Just leaving a trail for future Googlers. My colleague did an extensive
search for answers and came up empty.
We ran into an issue after disabling hyperthreading on one of our CentOS
clusters.
Here's the scenario:
- Our compute nodes had hyperthreading enabled while we evaluated the
costs and benefits.
- SLURM was configured to schedule only one job per real core. For
example, nodes with 24 cores / 48 virtual are configured as follows:
NodeName=compute-[029-083] RealMemory=64000 Sockets=2 CoresPerSocket=12
ThreadsP
erCore=1 State=UNKNOWN
- I added a command to /etc/rc.d/rc.local to disable hyperthreading
on the next reboot.
- No changes were made to slurm.conf.
- After rebooting with hyperthreading disabled, certain jobs landing
on the node would fail with the following error:
slurmstepd: Failed task affinity setup
- Restarting the scheduler cleared up the issue.

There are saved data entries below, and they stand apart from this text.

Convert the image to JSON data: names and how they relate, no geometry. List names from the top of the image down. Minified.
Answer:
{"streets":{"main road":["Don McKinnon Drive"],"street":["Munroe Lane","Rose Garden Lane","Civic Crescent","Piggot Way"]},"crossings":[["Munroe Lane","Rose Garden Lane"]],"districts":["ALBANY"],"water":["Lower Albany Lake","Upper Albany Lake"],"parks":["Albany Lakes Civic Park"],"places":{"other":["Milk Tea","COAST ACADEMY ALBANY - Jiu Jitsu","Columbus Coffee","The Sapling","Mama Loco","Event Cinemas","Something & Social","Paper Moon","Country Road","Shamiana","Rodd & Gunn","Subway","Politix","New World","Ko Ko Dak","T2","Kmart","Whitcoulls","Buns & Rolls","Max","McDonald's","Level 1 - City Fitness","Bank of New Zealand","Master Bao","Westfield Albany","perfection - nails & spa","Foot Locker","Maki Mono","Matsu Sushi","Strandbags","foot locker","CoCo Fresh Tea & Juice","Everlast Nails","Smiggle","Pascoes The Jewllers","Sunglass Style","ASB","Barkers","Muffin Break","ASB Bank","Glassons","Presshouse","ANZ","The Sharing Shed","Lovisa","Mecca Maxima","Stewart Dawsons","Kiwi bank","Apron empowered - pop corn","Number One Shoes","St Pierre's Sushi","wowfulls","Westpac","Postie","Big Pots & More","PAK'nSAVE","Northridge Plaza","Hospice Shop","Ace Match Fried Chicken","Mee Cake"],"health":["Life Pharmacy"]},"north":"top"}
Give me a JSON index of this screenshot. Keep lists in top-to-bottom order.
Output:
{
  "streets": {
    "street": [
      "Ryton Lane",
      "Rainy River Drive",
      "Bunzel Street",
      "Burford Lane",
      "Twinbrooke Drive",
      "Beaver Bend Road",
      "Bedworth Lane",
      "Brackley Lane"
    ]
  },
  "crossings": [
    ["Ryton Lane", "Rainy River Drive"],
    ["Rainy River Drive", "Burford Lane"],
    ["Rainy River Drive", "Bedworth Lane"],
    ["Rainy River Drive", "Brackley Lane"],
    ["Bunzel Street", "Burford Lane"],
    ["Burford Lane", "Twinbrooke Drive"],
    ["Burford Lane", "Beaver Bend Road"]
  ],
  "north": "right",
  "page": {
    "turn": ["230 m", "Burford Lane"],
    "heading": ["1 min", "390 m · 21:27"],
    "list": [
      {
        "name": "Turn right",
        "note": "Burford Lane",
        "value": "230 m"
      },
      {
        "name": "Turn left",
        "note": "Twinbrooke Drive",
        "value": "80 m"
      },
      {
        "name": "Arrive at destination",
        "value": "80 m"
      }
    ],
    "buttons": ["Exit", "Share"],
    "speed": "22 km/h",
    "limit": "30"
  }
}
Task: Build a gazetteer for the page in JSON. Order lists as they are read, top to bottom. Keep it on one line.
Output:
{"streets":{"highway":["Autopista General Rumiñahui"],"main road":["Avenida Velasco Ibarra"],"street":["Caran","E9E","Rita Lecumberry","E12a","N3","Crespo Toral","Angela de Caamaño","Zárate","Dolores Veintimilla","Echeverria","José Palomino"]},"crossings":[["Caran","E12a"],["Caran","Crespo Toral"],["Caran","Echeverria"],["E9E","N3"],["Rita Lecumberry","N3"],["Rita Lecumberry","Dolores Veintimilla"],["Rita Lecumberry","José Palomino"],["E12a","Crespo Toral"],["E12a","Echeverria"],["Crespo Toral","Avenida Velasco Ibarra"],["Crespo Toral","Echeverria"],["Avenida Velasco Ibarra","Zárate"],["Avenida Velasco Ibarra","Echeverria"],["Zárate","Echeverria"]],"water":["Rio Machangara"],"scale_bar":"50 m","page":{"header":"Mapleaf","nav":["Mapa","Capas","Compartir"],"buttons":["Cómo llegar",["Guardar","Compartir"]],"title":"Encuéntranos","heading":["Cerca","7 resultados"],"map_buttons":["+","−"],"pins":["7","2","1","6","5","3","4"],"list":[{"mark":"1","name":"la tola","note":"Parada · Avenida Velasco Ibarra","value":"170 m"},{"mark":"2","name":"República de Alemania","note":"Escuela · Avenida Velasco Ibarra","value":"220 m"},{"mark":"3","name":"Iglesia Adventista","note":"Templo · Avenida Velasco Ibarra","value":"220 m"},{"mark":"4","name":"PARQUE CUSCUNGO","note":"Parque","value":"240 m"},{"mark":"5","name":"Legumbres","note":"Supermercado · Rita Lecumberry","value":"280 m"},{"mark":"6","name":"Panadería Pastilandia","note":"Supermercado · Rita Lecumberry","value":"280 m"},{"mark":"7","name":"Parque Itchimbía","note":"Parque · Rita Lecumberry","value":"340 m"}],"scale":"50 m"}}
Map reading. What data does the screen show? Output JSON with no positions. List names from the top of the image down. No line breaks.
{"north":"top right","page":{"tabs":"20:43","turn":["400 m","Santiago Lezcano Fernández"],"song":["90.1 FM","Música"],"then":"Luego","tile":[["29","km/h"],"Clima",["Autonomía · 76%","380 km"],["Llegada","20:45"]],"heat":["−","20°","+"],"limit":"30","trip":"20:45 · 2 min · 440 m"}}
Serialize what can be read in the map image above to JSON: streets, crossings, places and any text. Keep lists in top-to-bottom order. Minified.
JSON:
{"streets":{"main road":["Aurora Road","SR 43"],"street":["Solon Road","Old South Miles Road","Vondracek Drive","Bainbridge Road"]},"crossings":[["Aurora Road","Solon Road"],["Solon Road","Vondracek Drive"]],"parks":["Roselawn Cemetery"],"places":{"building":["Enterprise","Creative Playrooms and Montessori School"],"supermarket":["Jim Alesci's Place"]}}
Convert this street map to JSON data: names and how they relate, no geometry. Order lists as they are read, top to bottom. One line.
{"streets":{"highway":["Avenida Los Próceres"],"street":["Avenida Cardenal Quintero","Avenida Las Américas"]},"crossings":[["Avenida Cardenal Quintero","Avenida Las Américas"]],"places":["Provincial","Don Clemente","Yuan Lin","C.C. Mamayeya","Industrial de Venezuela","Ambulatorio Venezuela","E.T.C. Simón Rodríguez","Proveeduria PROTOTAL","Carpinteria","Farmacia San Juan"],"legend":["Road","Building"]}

Does anybody know what would cause this? My best hypothesis is that
slurmctld is caching some probed hardware info from slurmd that changed
when hyperthreading was disabled.
Cheers,
Jason
--
All wars are civil wars, because all men are brothers ... Each one owes
infinitely more to the human race than to the particular country in
which he was born.
-- Francois Fenelon